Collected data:
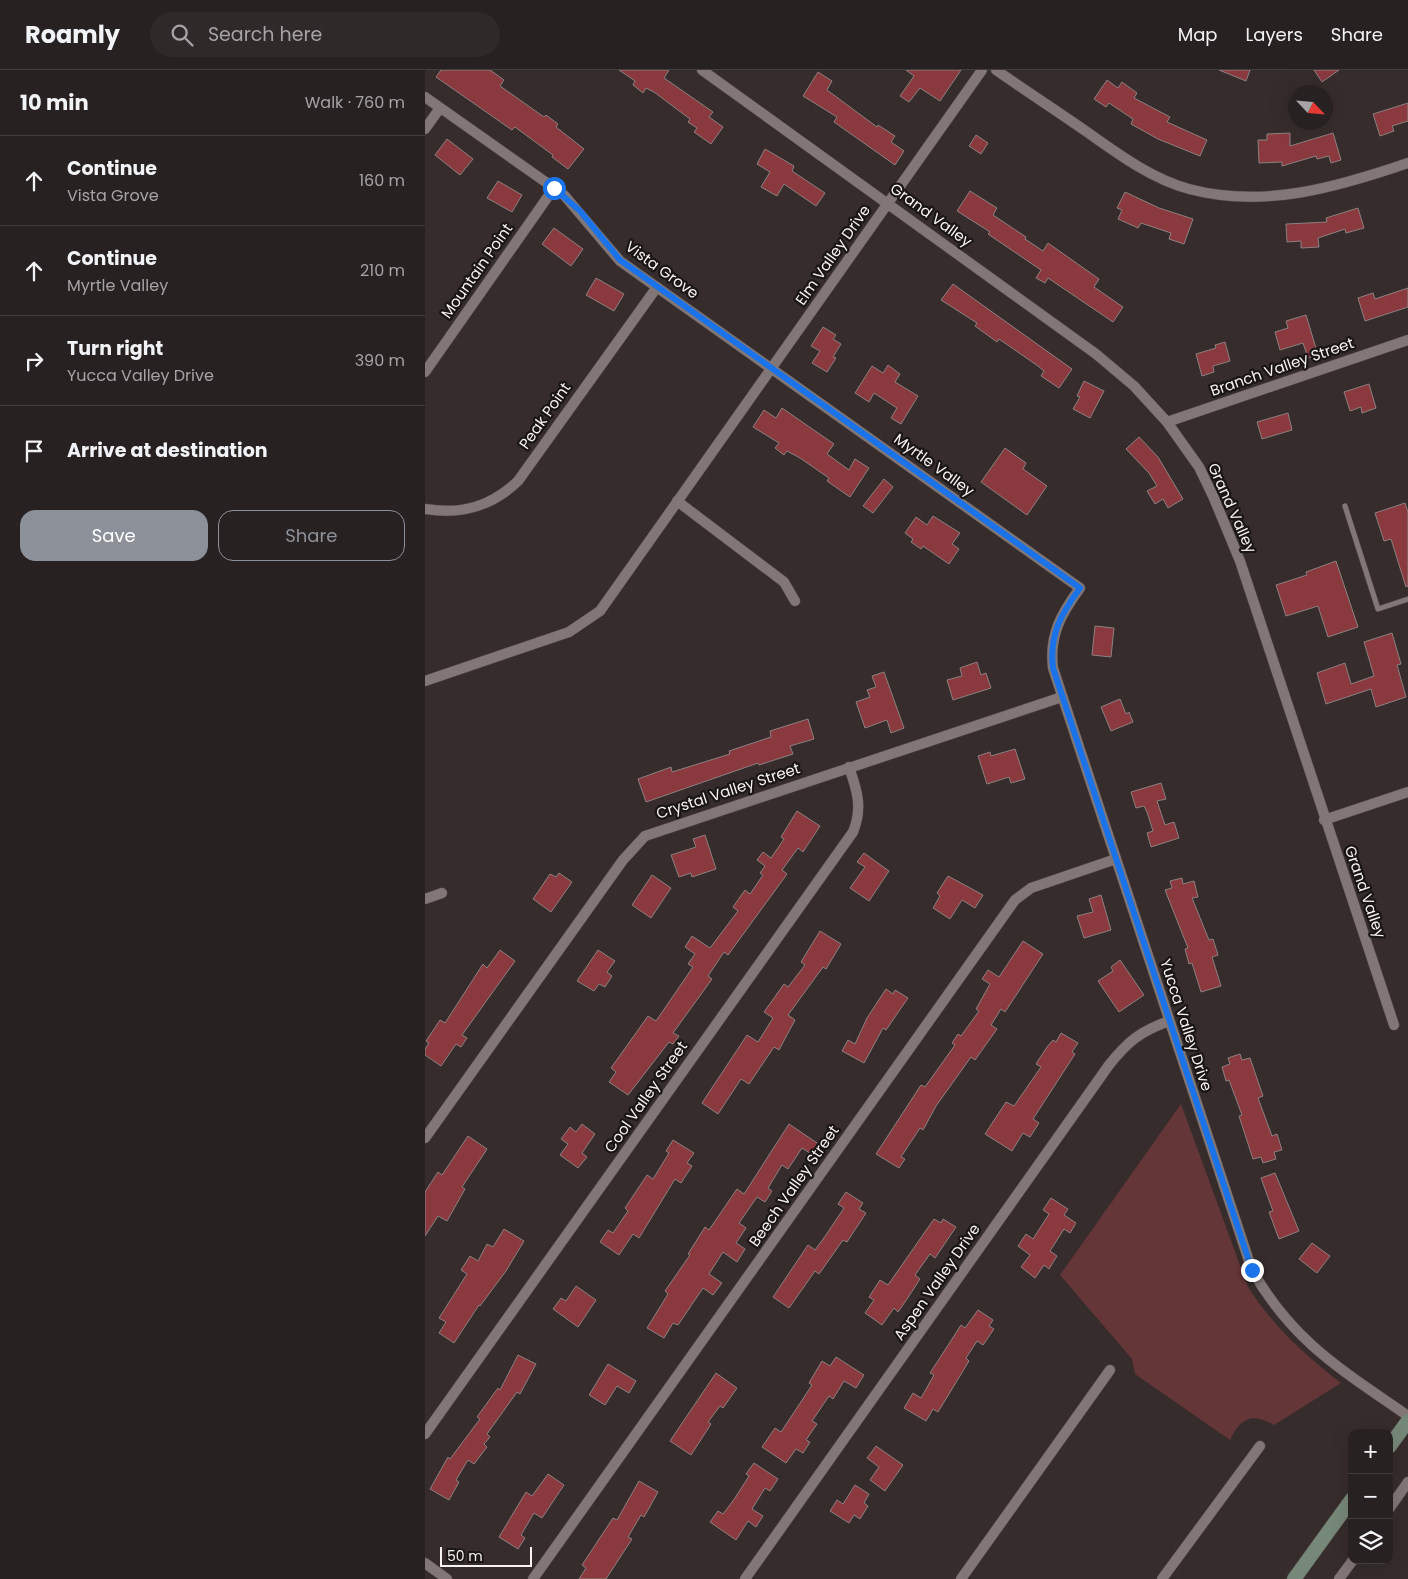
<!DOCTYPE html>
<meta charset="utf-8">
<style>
:root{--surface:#282121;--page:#30292a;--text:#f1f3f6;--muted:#a5a3a5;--line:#443e3f;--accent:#8c9099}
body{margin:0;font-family:Poppins,sans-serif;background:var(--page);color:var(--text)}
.controls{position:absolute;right:15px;bottom:15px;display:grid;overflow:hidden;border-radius:10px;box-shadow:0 5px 20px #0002}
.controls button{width:45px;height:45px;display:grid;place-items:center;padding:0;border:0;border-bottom:1px solid var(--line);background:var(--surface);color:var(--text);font:25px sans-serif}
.compass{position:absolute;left:863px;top:15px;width:45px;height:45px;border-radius:50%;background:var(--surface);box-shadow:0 5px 20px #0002;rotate:116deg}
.scale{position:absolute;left:15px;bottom:12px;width:92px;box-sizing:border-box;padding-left:5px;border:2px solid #f9f2f2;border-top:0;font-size:14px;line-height:18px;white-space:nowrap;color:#f9f2f2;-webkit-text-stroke:4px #1a1616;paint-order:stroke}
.stop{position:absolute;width:15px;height:15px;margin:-11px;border:4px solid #1a73e8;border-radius:50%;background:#fff}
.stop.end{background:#1a73e8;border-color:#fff;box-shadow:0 1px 5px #0008}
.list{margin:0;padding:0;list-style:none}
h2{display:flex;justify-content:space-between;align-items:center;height:65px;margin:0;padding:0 20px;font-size:21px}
h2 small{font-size:16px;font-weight:400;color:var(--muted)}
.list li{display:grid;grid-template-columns:32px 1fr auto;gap:15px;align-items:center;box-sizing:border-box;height:90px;padding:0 20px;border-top:1px solid var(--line)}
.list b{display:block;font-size:19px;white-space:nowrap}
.list p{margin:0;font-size:16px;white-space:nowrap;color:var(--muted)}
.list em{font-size:16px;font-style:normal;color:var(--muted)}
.actions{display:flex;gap:10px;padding:15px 20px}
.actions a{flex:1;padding:11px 0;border:1px solid var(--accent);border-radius:15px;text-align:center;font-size:18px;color:var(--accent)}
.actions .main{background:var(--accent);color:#fff}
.icon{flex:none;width:28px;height:28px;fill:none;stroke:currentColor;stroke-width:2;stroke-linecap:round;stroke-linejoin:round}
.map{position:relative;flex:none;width:983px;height:1509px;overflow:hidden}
header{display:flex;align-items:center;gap:30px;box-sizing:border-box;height:70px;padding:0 25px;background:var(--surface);border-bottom:1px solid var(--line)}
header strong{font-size:24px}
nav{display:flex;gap:28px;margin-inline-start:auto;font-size:18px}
.search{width:350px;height:45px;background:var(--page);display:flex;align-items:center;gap:12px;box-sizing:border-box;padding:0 18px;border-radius:28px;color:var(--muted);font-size:19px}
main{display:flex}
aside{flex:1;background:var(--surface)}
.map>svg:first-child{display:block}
.green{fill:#653637}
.building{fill:#8a393f;stroke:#8c8180}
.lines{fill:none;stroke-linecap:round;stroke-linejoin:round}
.lane-casing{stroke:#524949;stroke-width:6}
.street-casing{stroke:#524949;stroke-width:11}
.secondary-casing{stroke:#524949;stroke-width:15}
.lane{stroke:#827676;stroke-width:5}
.street{stroke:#827676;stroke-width:10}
.secondary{stroke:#768878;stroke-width:14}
.route{stroke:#1a73e8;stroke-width:6}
.labels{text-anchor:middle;stroke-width:4.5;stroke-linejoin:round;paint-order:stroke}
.street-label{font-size:15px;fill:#f9f2f2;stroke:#1a1616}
</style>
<header>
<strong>Roamly</strong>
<div class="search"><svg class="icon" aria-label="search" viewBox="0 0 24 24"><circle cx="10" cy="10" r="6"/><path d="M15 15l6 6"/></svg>Search here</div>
<nav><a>Map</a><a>Layers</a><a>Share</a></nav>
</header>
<main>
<aside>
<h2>10 min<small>Walk · 760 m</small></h2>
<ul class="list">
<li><svg class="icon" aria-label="ahead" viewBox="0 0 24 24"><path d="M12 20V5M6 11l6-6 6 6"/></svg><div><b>Continue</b><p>Vista Grove</p></div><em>160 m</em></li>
<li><svg class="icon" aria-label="ahead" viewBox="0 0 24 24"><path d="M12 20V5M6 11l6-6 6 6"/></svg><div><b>Continue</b><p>Myrtle Valley</p></div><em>210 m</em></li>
<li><svg class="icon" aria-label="right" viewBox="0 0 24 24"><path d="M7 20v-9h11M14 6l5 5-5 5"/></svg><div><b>Turn right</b><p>Yucca Valley Drive</p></div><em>390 m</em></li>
<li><svg class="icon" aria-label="arrive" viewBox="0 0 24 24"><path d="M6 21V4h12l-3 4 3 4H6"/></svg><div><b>Arrive at destination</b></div></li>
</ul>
<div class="actions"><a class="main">Save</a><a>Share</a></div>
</aside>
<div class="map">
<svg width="983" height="1509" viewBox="0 0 983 1509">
<rect width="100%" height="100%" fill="#362c2c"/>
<!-- green -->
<path class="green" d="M756,1034L823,1217C848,1256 880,1285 916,1313L849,1355C827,1342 815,1348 805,1370L710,1304L707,1289L635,1205Z"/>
<!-- building -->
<path class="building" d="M16,0H65L79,10L75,16L119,47L121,45L133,54L131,57L159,79L143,99L127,87L128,85L90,57L87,60L11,7Z
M194,0H244L239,8L288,42L284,47L298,57L286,74L269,62L272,58L263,52L265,49L229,22L221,18L218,23L208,15L210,11Z
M481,0H536L515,31L495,18L484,32L475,26L489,6Z
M794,0H825L821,11Z
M889,0H914L897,12Z
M393,2L407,11L402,20L452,57L453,55L470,66L466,72L479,81L470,95L409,52L412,47L378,26Z
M682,10L693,18L697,12L712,23L709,28L745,47L742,52L782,70L775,86L733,69L706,54L708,49L684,33L681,37L669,29Z
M983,33V51L967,56L969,61L955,66L948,44Z
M865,63V76L908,63L916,90L906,93L904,86L892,89L891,86L857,96V92L834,93L833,70H842V64Z
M551,65L563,73L556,84L544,76Z
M22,69L48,89L35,105L10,85Z
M340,79L369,96L367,101L400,123L391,136L359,114L352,126L336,117L345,102L332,94Z
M73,111L97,125L87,142L62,128Z
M545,121L572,138L568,145L601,167L600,169L618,181L623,173L674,209L669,217L698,237L688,252L623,208L620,213L611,208L616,200L563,164L565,162L532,141Z
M700,122L734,138L768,149L759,174L744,169L746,163L716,153L713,158L693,149L697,140L692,138Z
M933,138L939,158L921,163L920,159L893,168L894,177L876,178V171L862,172L861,154L902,152L901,148Z
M129,158L158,179L146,196L117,174Z
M171,208L199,224L189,241L161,225Z
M528,214L647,299L634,318L616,306L619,301L613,296L574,269L572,272L550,256L552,253L516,230Z
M983,218V237L940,251L933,228L948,223L950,229Z
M881,245L893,285L883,288L878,273L855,280L850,262L863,258L861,251Z
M398,257L411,265L408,269L416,274L408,287L411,288L402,302L387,293L395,281L386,276Z
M800,272L805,291L788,296L789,302L777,306L771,284L791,278L790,275Z
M463,295L475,304L470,312L493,326L476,354L466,348L472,338L449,323L444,332L430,323L447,296L458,303Z
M659,311L679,321L665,348L648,339L655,327L652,326Z
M944,314L951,338L937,343L936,337L925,341L919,322Z
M357,338L409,374L402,384L424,400L430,389L444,398L425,427L402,411L404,408L375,388L362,381L359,385L350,378L354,373L328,357L339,340L351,348Z
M863,343L867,360L837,369L832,352Z
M714,367L733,387L758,429L743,438L738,429L730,434L722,421L732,416L724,403L701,379Z
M580,378L601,393L598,399L622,416L602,445L556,412Z
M459,409L468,417L448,443L438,436Z
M980,433L983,442V516L981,517L966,469L959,471L950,443Z
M508,446L535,463L527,474L534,479L524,494L498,476L496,479L486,472L488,469L480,463L491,447L502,455Z
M911,491L933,557L903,567L893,536L861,546L851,515L882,505L881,502Z
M670,556L689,558L686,587L667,585Z
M967,563L976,594L972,595L981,627L951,637L946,619L901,634L892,603L920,593L926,614L949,606L939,572Z
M552,592L556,605L561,603L566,618L528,630L522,610L537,606L535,598Z
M459,602L479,658L466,663L462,650L440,658L431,632L445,627L442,620L451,617L447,606Z
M695,629L701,644L704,642L708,652L686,661L676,637Z
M383,649L389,669L365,676L368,684L334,695L333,693L221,732L213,709L246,697L247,702L305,684L304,681L346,667L345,661Z
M590,679L600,709L586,713L584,707L562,714L553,686L565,682L566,686Z
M736,713L741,729L732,731L740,755L749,752L754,768L726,777L722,763L728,761L722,742L719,736L711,738L706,722Z
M372,741L395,756L378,782L373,778L357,800L362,804L303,885L299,882L283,906L287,909L248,963L254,966L248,974L244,972L203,1025L184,1012L191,1002L186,998L223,946L231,951L268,897L263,894L270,884L260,877L267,866L285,878L313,841L308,837L320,820L325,824L338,805L335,803L340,796L332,790L338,782L346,788L359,769L356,767Z
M280,765L291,799L267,807L266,803L254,807L246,785L271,777L268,769Z
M439,783L464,801L444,831L425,818L440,797L432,792Z
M134,803L147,812L126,842L108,829L125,804L131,807Z
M227,805L246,818L226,848L207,835Z
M523,806L558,825L550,838L537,830L525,849L508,838L515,826L512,823Z
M757,808L758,814L769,811L773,827L767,828L784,870L788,869L793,885L787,887L796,916L776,922L767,893L764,894L760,879L763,878L740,820L747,818L745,811Z
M676,825L686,860L659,868L652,846L668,842L664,829Z
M395,861L416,874L401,899L398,897L363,945L370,950L354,980L349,977L324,1014L316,1009L293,1044L277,1033L322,965L333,972L348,948L339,942L359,914L363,917L380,895L376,892Z
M598,871L618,884L580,942L576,939L566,955L572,959L550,990L546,987L511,1036L498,1060L495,1058L476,1087L480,1089L474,1098L451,1084L496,1015L500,1017L530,975L527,973L533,964L536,966L554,941L551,939L565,914L557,909L563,900L574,907Z
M75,880L90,891L37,965L42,968L36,977L31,974L16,996L0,985V979L4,973L1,971L15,950L20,953L58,894L62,898Z
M173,880L190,891L182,902L187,906L180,917L174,914L169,921L152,911Z
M695,890L719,925L694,942L673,911L688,901L686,897Z
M461,919L468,924L470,920L483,928L461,960L458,958L439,993L417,981L423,970L430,974L442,948Z
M636,963L653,973L647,982L650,984L608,1049L614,1053L605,1067L598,1063L587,1081L560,1064L581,1032L589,1036L616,997L611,994L622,977L628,970L631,972Z
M815,984L817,990L825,988L838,1026L833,1028L847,1066L852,1064L857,1080L849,1082L851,1089L838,1093L836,1087L828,1089L814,1046L817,1045L804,1010L801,1011L797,997L805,994L803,988Z
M157,1054L170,1064L157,1083L162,1087L153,1098L135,1085L143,1074L136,1069L145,1057L151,1062Z
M364,1054L395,1075L388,1085L377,1078L363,1099L357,1095L343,1118L347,1121L340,1132L332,1127L314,1153L321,1158L311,1173L320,1179L312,1192L298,1182L284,1204L297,1213L288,1225L278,1218L253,1255L248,1253L239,1268L222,1258L243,1224L240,1221L265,1185L263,1184L280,1157L284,1160L312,1119L319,1124Z
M43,1066L62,1079L37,1117L40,1119L22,1151L13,1146L0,1166V1122L13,1102L17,1105Z
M248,1070L269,1083L262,1093L267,1096L256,1113L250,1109L214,1168L208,1164L194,1185L175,1172L183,1160L188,1163L203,1141L200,1138L222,1105L228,1109L244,1083L241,1081Z
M850,1103L874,1161L854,1169L844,1142L848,1141L836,1108Z
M421,1122L438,1133L434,1139L441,1143L422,1172L418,1170L394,1204L390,1201L364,1238L348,1227L383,1175L390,1180L401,1165L419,1138L413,1134Z
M626,1128L643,1139L639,1145L651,1153L645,1163L639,1159L625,1181L632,1186L624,1199L619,1195L610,1208L596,1197L605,1185L593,1176L601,1164L608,1169L624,1144L618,1140Z
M509,1149L516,1153L518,1149L531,1157L510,1188L505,1184L490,1205L495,1209L482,1229L473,1242L469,1238L457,1255L440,1243L449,1230L444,1227L455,1210L463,1215Z
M79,1159L99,1171L81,1201L55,1236L54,1235L29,1273L14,1263L21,1252L14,1248L42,1204L36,1200L45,1186L53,1191L62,1174L68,1177Z
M887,1173L905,1186L892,1203L874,1189Z
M151,1216L171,1230L153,1257L128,1239L136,1228L141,1231Z
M553,1240L568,1250L564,1256L569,1259L558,1275L552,1271L541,1288L544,1291L513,1342L508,1339L501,1351L479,1338L488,1323L496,1328L509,1305L505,1303L529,1266L536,1255L540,1258Z
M93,1285L111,1294L95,1324L92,1322L62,1364L65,1367L59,1374L62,1377L49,1394L43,1390L31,1410L34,1412L24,1430L5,1419L23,1387L25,1389L55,1349L52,1347L73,1318L75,1320Z
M411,1287L439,1305L431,1318L419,1311L408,1329L404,1326L387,1351L392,1354L381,1370L385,1372L378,1383L371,1379L361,1393L337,1377L350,1358L356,1362L360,1356L387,1315L384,1313L397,1291L405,1296Z
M183,1294L211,1311L204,1323L192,1316L180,1335L164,1325Z
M291,1303L312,1318L298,1338L295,1336L283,1352L286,1354L266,1385L245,1371Z
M451,1376L478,1395L460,1421L445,1410L454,1397L442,1388Z
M329,1393L353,1409L345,1421L340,1418L327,1439L338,1446L331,1457L323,1451L311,1470L285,1452L293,1441L298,1444L310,1428L324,1406L321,1404Z
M123,1404L139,1415L117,1448L109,1443L96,1465L100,1468L93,1479L74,1467L101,1422L107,1426Z
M214,1411L233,1422L219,1447L216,1445L203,1467L207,1469L181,1509H154L161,1498L157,1495L188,1448L192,1450Z
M430,1415L444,1424L439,1433L443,1436L435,1449L429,1445L424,1453L405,1441L412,1430L418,1434Z"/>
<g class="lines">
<!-- lane casing -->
<g class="lane-casing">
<path id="lane" d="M920,436L953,539L983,529"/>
</g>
<!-- street casing -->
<g class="street-casing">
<path id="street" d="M277,0L671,284L709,316L742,352L774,397L788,426L815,491L969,955
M571,0C601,21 632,41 662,62C693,84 727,109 764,119C839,139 913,117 983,93
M0,27L139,125L195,191L655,518C636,544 624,565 628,598L827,1200C868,1272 917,1300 983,1346
M0,59L15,38
M0,302L129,118
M742,352L983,270
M252,431L359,512L370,531
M0,439C36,445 66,437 93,411L232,217
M0,611L144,562L175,541L557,0
M899,750L983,722
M0,829L17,823
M0,1068L198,790L220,766L637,627
M0,1364L428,762C438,738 432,720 424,697
M964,1439L983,1412
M0,1493L22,1509
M108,1509L590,830L606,818L691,789
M320,1509L684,995C703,971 716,961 744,951
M536,1509L685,1300
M737,1509L835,1376
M914,1509L928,1490"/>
</g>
<!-- secondary casing -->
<g class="secondary-casing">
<path id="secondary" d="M964,1377L983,1351
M869,1509L927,1429"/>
</g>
<!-- lane -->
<use href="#lane" class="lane"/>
<!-- street -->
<use href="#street" class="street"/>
<!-- secondary -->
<use href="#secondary" class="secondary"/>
</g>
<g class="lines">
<!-- route -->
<path class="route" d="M129,118L155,141L195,190L655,518C636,544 624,565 628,598L827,1200"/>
</g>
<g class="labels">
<!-- street labels -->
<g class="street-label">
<text transform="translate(506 145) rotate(36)" y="5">Grand Valley</text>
<text transform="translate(408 185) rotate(-55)" y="5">Elm Valley Drive</text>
<text transform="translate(237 200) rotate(36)" y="5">Vista Grove</text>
<text transform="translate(52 201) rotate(-55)" y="5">Mountain Point</text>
<text transform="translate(857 297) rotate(-19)" y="5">Branch Valley Street</text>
<text transform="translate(120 346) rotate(-55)" y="5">Peak Point</text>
<text transform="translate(509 395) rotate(36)" y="5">Myrtle Valley</text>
<text transform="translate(807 438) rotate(66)" y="5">Grand Valley</text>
<text transform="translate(303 721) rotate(-18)" y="5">Crystal Valley Street</text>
<text transform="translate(940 822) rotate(71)" y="5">Grand Valley</text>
<text transform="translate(761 955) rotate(72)" y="5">Yucca Valley Drive</text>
<text transform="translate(221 1027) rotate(-55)" y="5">Cool Valley Street</text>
<text transform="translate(369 1116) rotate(-55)" y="5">Beech Valley Street</text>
<text transform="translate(512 1212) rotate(-55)" y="5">Aspen Valley Drive</text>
</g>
</g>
</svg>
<div class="controls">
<button>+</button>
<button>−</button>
<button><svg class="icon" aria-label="layers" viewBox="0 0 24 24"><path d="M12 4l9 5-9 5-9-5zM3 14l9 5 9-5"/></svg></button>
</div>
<svg class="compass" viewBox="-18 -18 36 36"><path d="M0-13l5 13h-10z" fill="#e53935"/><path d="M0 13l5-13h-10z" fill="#a5a3a5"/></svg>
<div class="scale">50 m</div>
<div class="stop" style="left:129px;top:118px"></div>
<div class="stop end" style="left:827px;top:1200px"></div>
</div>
</main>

_Task description_: Only the lines that contain the string "grid" are to be copied from the records.

_Output of the exercise_:
.controls{position:absolute;right:15px;bottom:15px;display:grid;overflow:hidden;border-radius:10px;box-shadow:0 5px 20px #0002}
.controls button{width:45px;height:45px;display:grid;place-items:center;padding:0;border:0;border-bottom:1px solid var(--line);background:var(--surface);color:var(--text);font:25px sans-serif}
.list li{display:grid;grid-template-columns:32px 1fr auto;gap:15px;align-items:center;box-sizing:border-box;height:90px;padding:0 20px;border-top:1px solid var(--line)}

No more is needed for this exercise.